Nach einer minimalinvasiven Operation kommt es häufig zu einer mehrmonatigen Schwellneigung des Fußes. Die Schwellung ist allenfalls mit geringen Schmerzen verbunden, d.h. der Fuß kann in der Regel gut belastet werden, die Schwellneigung kann allerdings länger anhalten, als dies nach einer konventionellen Operation der Fall wäre.

Lange Dauer bis zur Knochenheilung

Der mit der Fräse durchtrennte Knochen benötigt oft deutlich länger bis eine Heilung im Röntgenbild zu erkennen ist, als dies nach einer konventionellen Operation der Fall wäre.

Dies kann zu Irritationen führen, wenn vorzeitig ein Röntgenbild gemacht wird und der nachbehandelnde Arzt nicht detailliert mit den Besonderheiten der minimalinvasiven Fußchirurgie vertraut ist.

So kommt es immer wieder vor, dass Patienten aufgrund einer langanhaltenden Schwellneigung sich eine 2. Meinung einholen, dann ein Röntgenbild angefertigt wird und anschließend in Frage gestellt wird, ob der Knochen überhaupt noch heilen wird oder gar eine erneute Operation erforderlich werden wird. Die Knochenheilung im Röntgenbild kann auch nach 6-9 Monaten noch eintreten!

Fallbeispiel einer minimalinvasiven Korrektur von Kleinzehenfehlstellungen

Erhebliche Fehlstellung der Kleinzehen nach vorausgegangener Weil-Osteotomie zur Korrektur einer Gelenkluxation.

6 Wochen nach minimalinvasiver Operation

Gute Stellungskorrektur der Zehen, im Röntgenbild zeigt sich eine beginnende Knochenheilung.

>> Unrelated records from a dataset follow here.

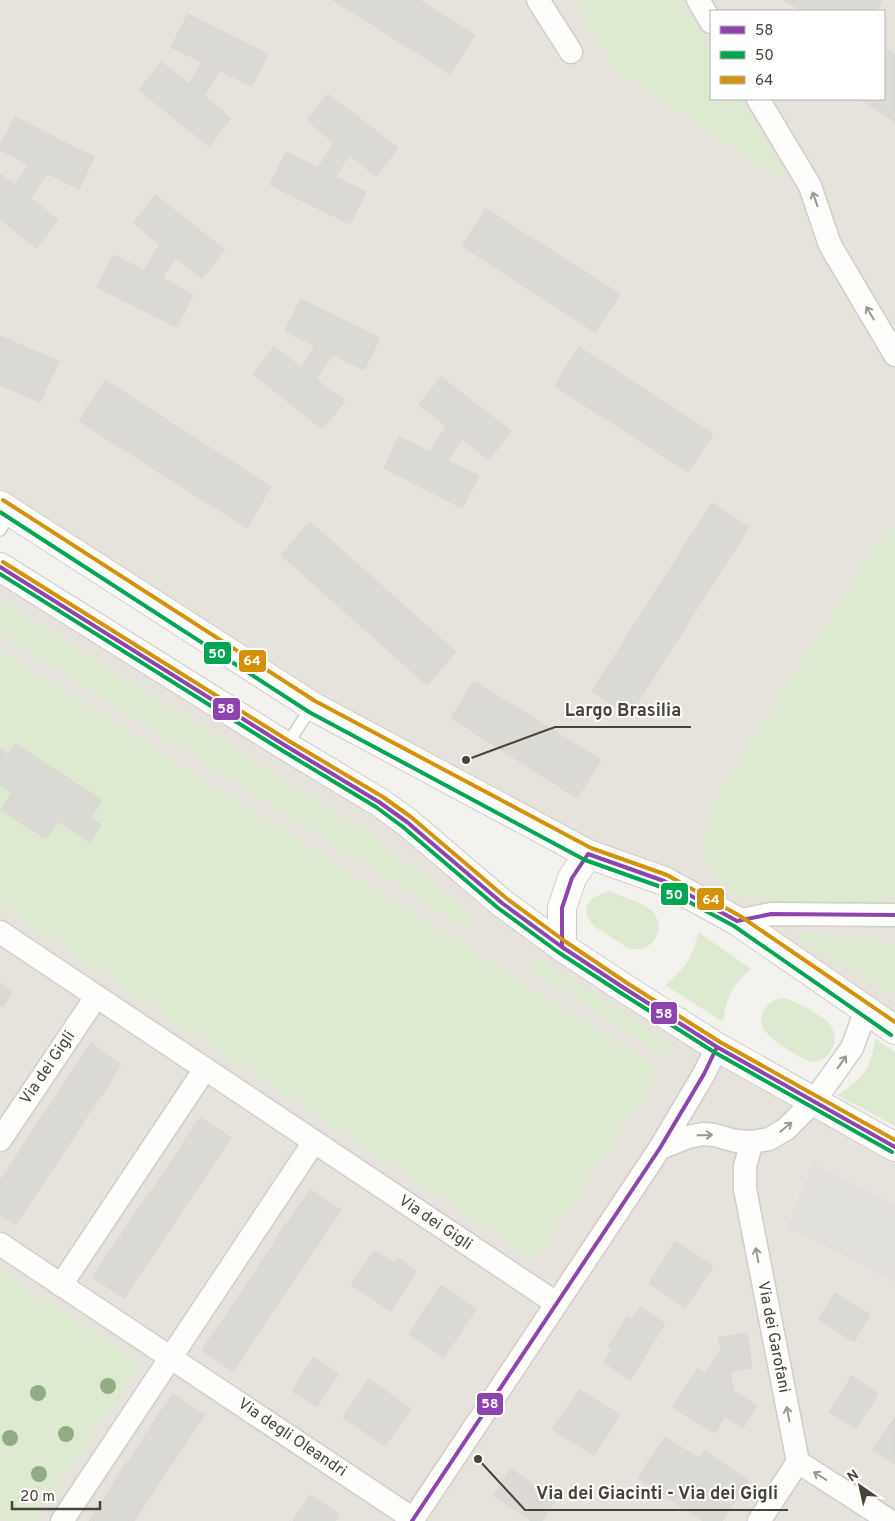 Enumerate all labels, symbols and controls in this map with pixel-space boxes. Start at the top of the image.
legend [710,10,885,100]
text: 58 [755,22,773,41]
text: 50 [755,47,774,66]
text: 64 [755,72,773,91]
one-way arrow [810,192,819,207]
one-way arrow [865,306,875,320]
line badge: 50 [203,641,232,665]
text: 50 [208,646,226,663]
line badge: 64 [238,649,267,673]
text: 64 [243,653,261,670]
callout: Largo Brasilia [555,694,691,727]
line badge: 58 [212,697,241,721]
text: Largo Brasilia [565,700,681,723]
text: 58 [217,701,235,718]
line badge: 50 [660,882,689,906]
text: 50 [665,887,683,904]
line badge: 64 [696,887,725,911]
text: 64 [702,892,720,909]
line badge: 58 [650,1001,678,1025]
text: 58 [655,1006,673,1023]
street label: Via dei Gigli [16,1027,80,1109]
one-way arrow [837,1055,847,1069]
one-way arrow [780,1122,793,1133]
one-way arrow [697,1130,713,1140]
street label: Via dei Gigli [394,1191,476,1255]
one-way arrow [752,1247,762,1263]
street label: Via dei Garofani [752,1279,794,1395]
line badge: 58 [476,1392,504,1416]
street label: Via degli Oleandri [234,1394,350,1482]
text: 58 [481,1396,499,1413]
one-way arrow [783,1407,793,1423]
north arrow [835,1461,885,1511]
text: N [845,1467,862,1486]
one-way arrow [813,1471,827,1481]
callout: Via dei Giacinti - Via dei Gigli [525,1477,788,1510]
scale bar [12,1478,100,1510]
text: Via dei Giacinti - Via dei Gigli [536,1483,778,1506]
text: 20 m [20,1488,55,1507]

3 Monate nach minimalinvasiver Operation

Vollständige Knochenheilung im Röntgenbild.

Besondere Nachbehandlung nach minimalinvasiver Fußchirurgie?

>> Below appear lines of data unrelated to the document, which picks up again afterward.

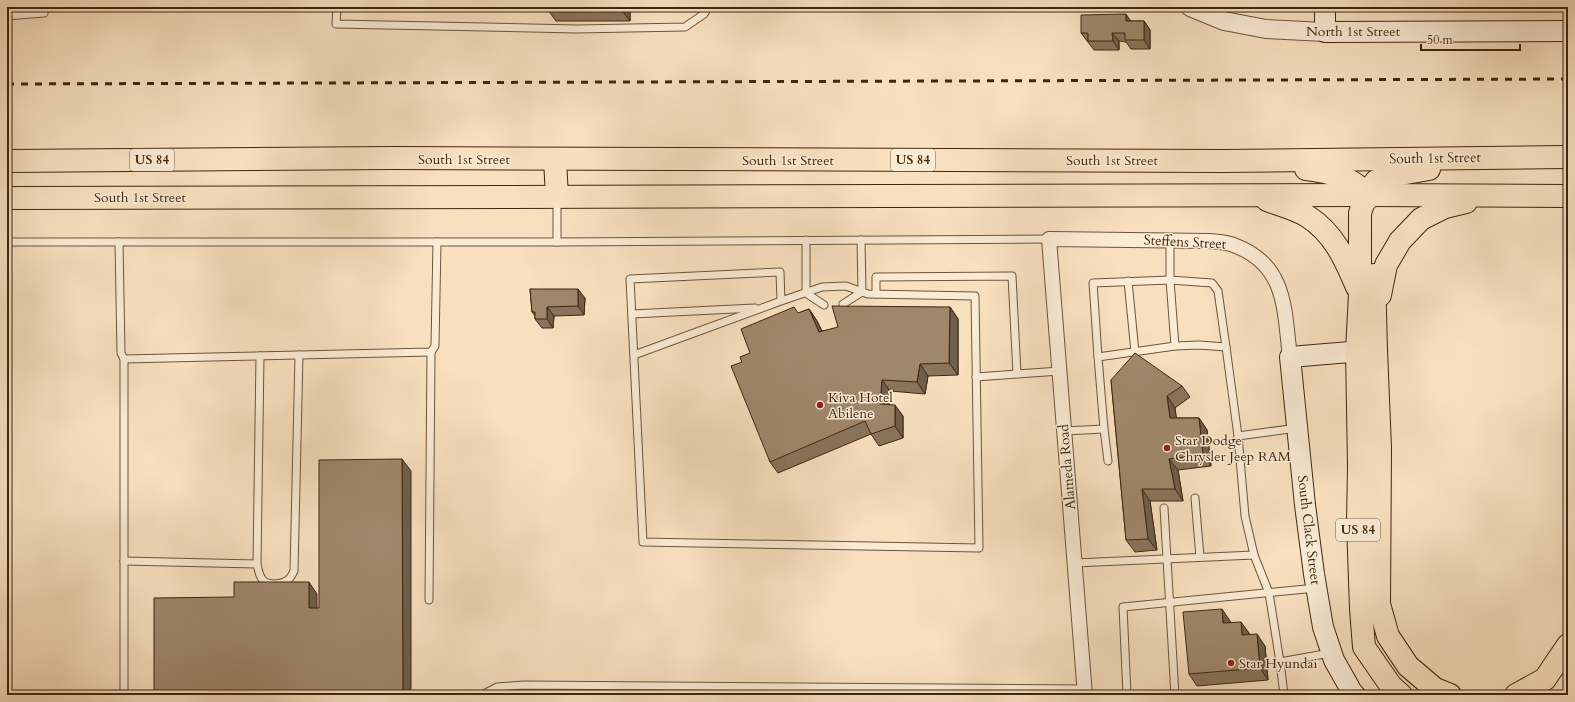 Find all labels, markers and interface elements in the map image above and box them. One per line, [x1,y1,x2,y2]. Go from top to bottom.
street label: North 1st Street [1306,22,1401,41]
scale bar [1421,26,1520,52]
text: 50 m [1427,32,1454,48]
street label: South 1st Street [1389,148,1482,168]
road number: US 84 [130,149,174,171]
road number: US 84 [891,149,935,171]
street label: South 1st Street [418,150,510,169]
street label: South 1st Street [742,151,834,170]
street label: South 1st Street [1066,151,1158,170]
street label: South 1st Street [94,188,186,207]
street label: Steffens Street [1143,230,1227,254]
place label: Kiva Hotel Abilene [828,388,893,423]
marker: Kiva Hotel Abilene [815,400,825,410]
street label: Alameda Road [1054,423,1080,511]
place label: Star Dodge Chrysler Jeep RAM [1175,431,1291,466]
marker: Star Dodge Chrysler Jeep RAM [1162,443,1172,453]
street label: South Clack Street [1293,474,1325,586]
road number: US 84 [1336,519,1380,541]
place label: Star Hyundai [1239,654,1318,673]
marker: Star Hyundai [1226,658,1236,668]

Hier sind insbesondere Zügelverbände der Zehen zu nennen, die für einige Wochen konsequent durchgeführt werden müssen. Ist der Patient nicht in der Lage, diese Verbände durchzuführen oder anlegen zu lassen, sollte auf ein minimalinvasives Vorgehen verzichtet werden.

Fazit?

Die minimalinvasive Fußchirurgie ist eine interessante Alternative zur klassischen Fußchirurgie in ausgewählten Fällen. Manchmal wird sie auch als Ergänzung in Kombination mit einem offenen Verfahren eingesetzt. Neben besonderen Kenntnissen der Operationstechnik ist eine konsequente Nachbehandlung durch Verbände über mehrere Wochen erforderlich. Der postoperative Verlauf zeichnet sich regelhaft durch eine langanhaltende Schwellneigung des Fußes und eine lange Dauer bis zur Heilung des Knochens im Röntgenbild aus.